Pulverizers typically include a housing having an inner surface in which a large number of recesses are formed parallel to a center line running through the axis of the housing. The rotor is attached to a rotary shaft rotating at high speed around the center line, and has vanes or projections extending parallel to the center line so that there is a small space between the inner surface of the housing and the ends of the vanes. In such a structure, a powdered raw material, together with a large amount of air, is fed through an inlet at one end of the housing, and is pulverized and discharged through an outlet at the other end.
As shown in FIG. 8, a pulverizer conventionally includes a housing 16 and a rotor 18. The housing 16 is provided with an inner surface having a large number of recesses 17, each forming a triangle when viewed in section. Vanes or projections 19 are formed in the surface of the cylindrical rotor 18 so that there is a small space between the inner surface of the housing and the ends of the vanes.
A cyclone, a bug filter and an exhauster are connected in series to the back of the pulverizer. The exhauster blows air through the inside of the pulverizer.
Because of the many vanes or projections of the rotor rotating at high speed, an air stream of high velocity is generated around the outer periphery of the rotor and flows in the rotational direction of the rotor. The air stream is compressed when the ends of the vanes or projection approach the ridges between the recesses facing the rotor, and is expanded when the ends move away from the ridges. High-frequency vibrations are thus generated.

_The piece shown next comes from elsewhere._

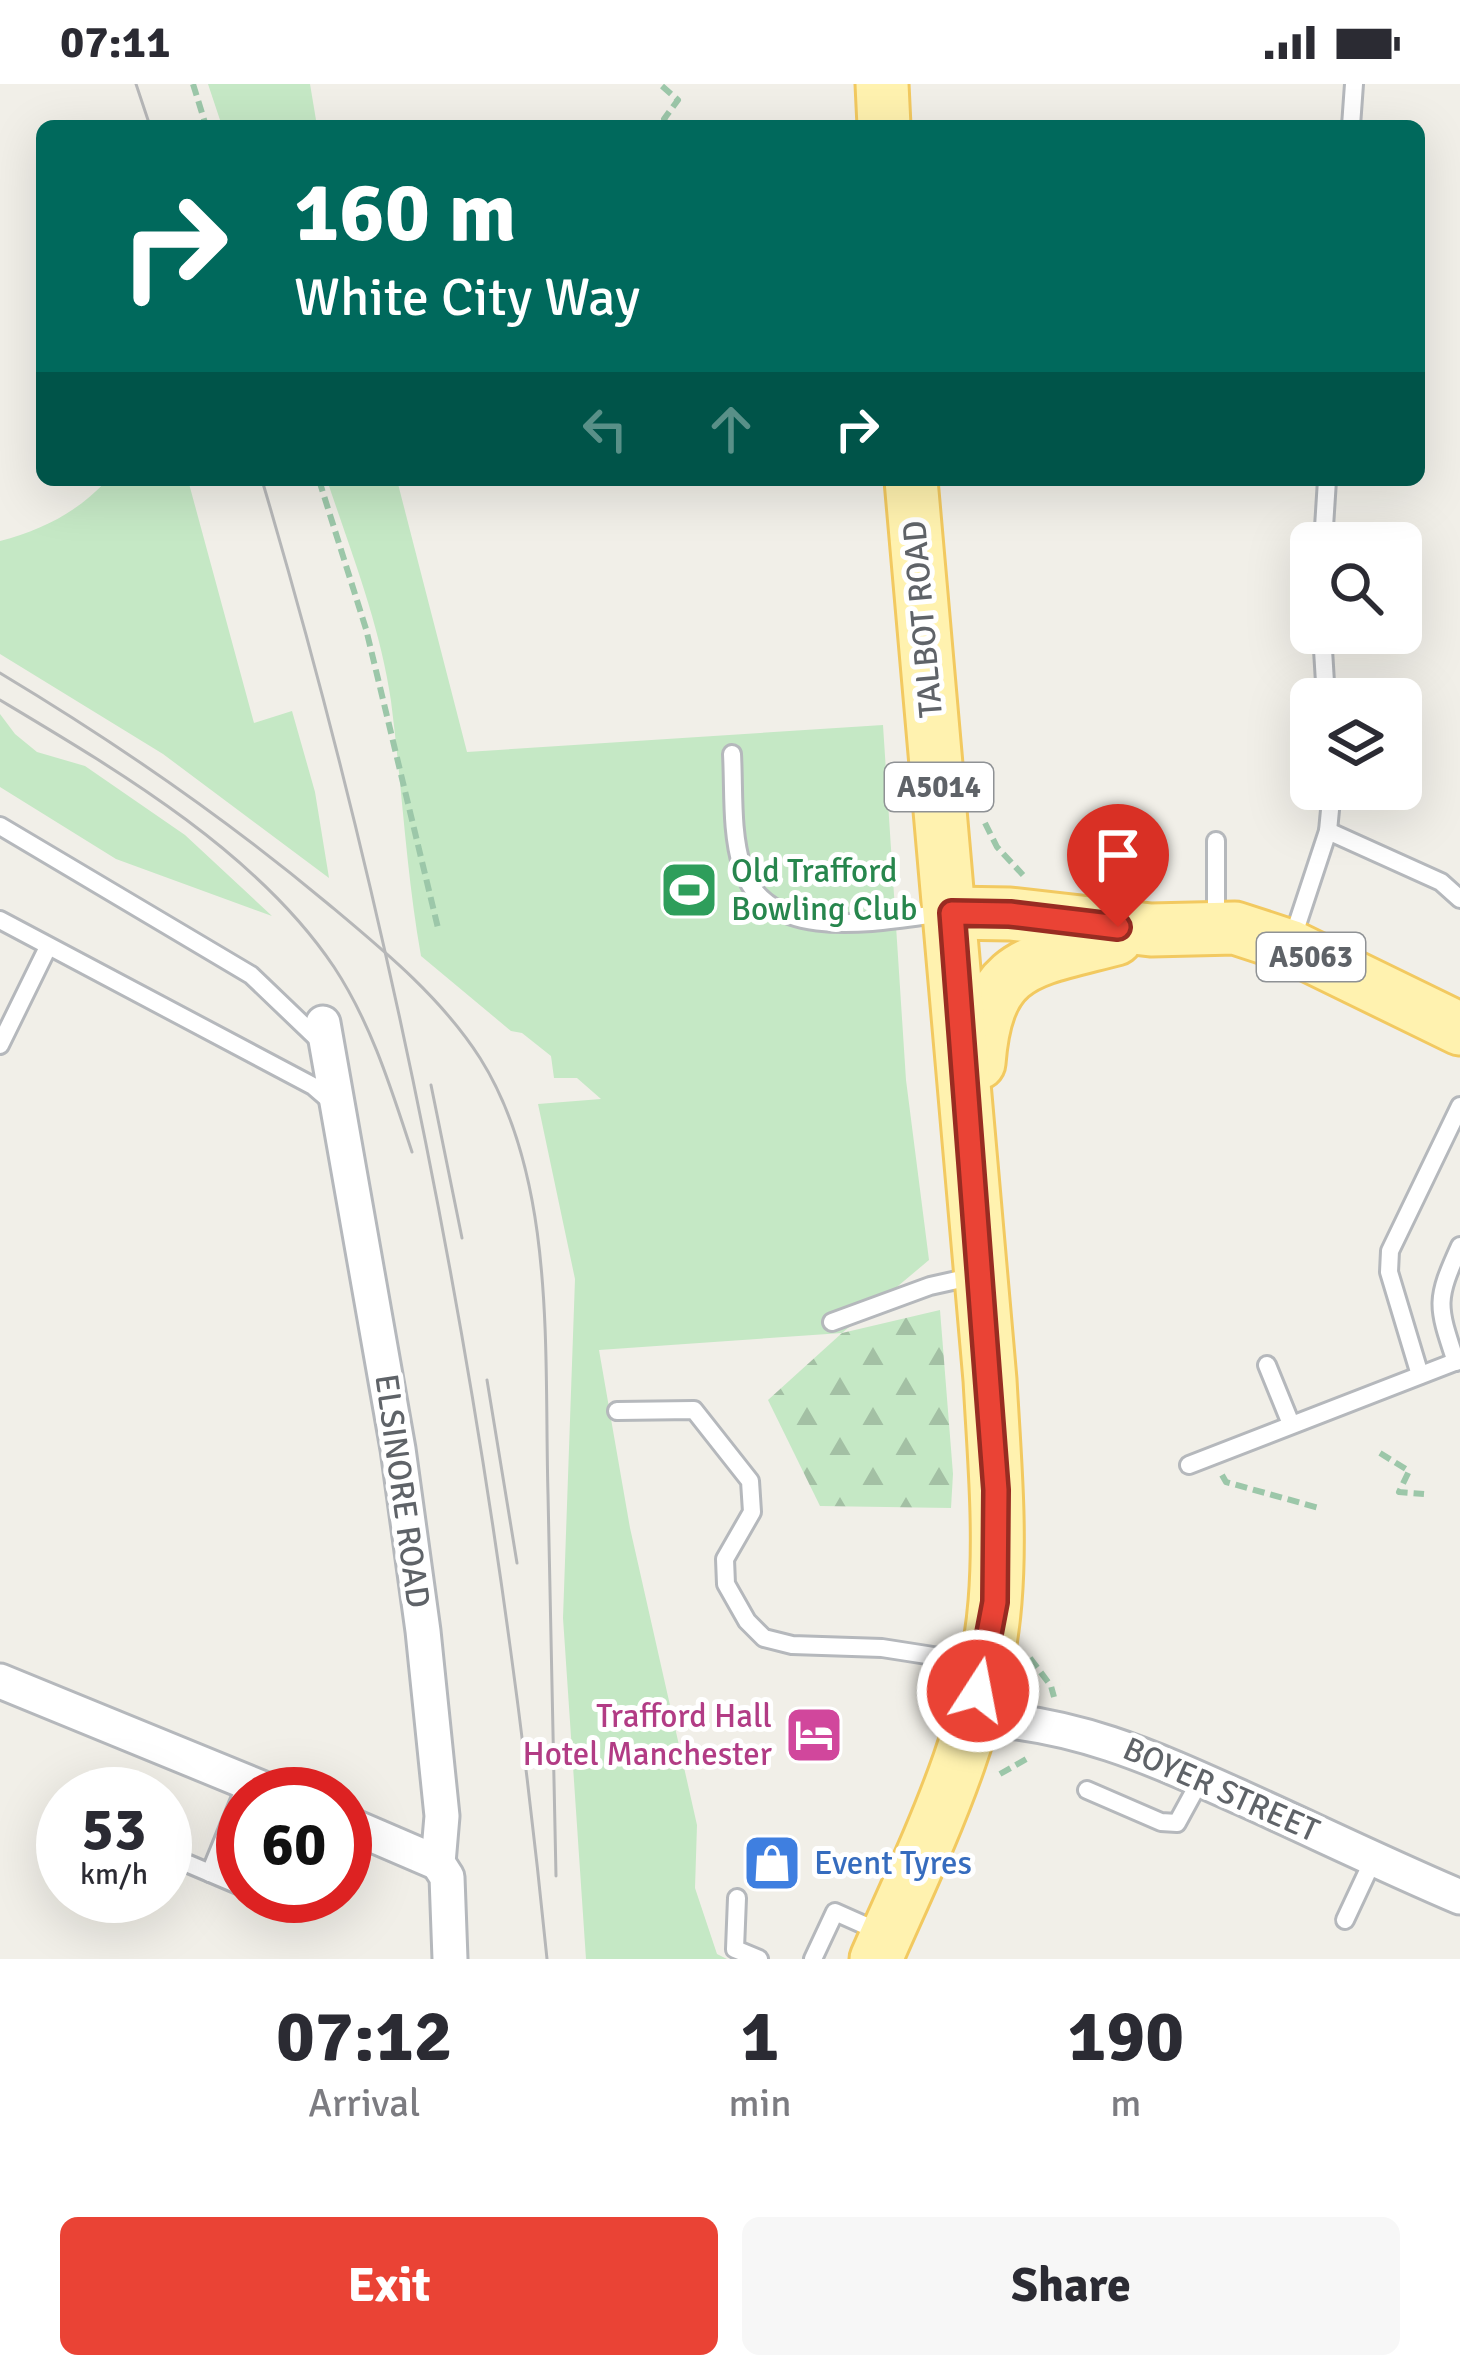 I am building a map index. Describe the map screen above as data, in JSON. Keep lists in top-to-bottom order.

The powdered raw material fed into the pulverizer strikes against the vanes or projections and is accelerated. It then strikes against the surfaces of the recesses in the inner surface of the housing, which surfaces oppositely face a direction in which the rotor rotates, whereby it is pulverized into fine powder and then into finer powder by the high-frequency pressure vibrations generated around the outer periphery of the rotor. The pulverized powder, together with air, which has been discharged from the pulverizer is collected by the cyclone and the bug filter.
In recent years, there has been a demand for a toner for copying machines, 50% of which toner has a particle diameter of 10 microns or less which is finer than conventional toners. To obtain such fineness, the space between the rotor and the inner surface of the housing is made smaller, and the peripheral speed of the ends of the rotor is increased to 110-125 m/s.
The temperatures of the air and pulverized powder discharged from the inside of the pulverizer is increased significantly because of the tremendous disturbance of the air inside the pulverizer, the frictional loss of air caused when the high-frequency pressure vibrations occur, and because powder which has already been pulverized into the desired size strikes the vanes repeatedly.
It is necessary that the temperatures of the air and powder discharged from the pulverizer be maintained at about 50°C or less so that the powdered raw material cannot melt inside the pulverizer.
If the amount of air supplied to the unit weight of the powdered raw material is increased in order to limit the air and powder to the above temperature, the time is shortened during which the material is pulverized inside the pulverizer, thus resulting in incomplete pulverization.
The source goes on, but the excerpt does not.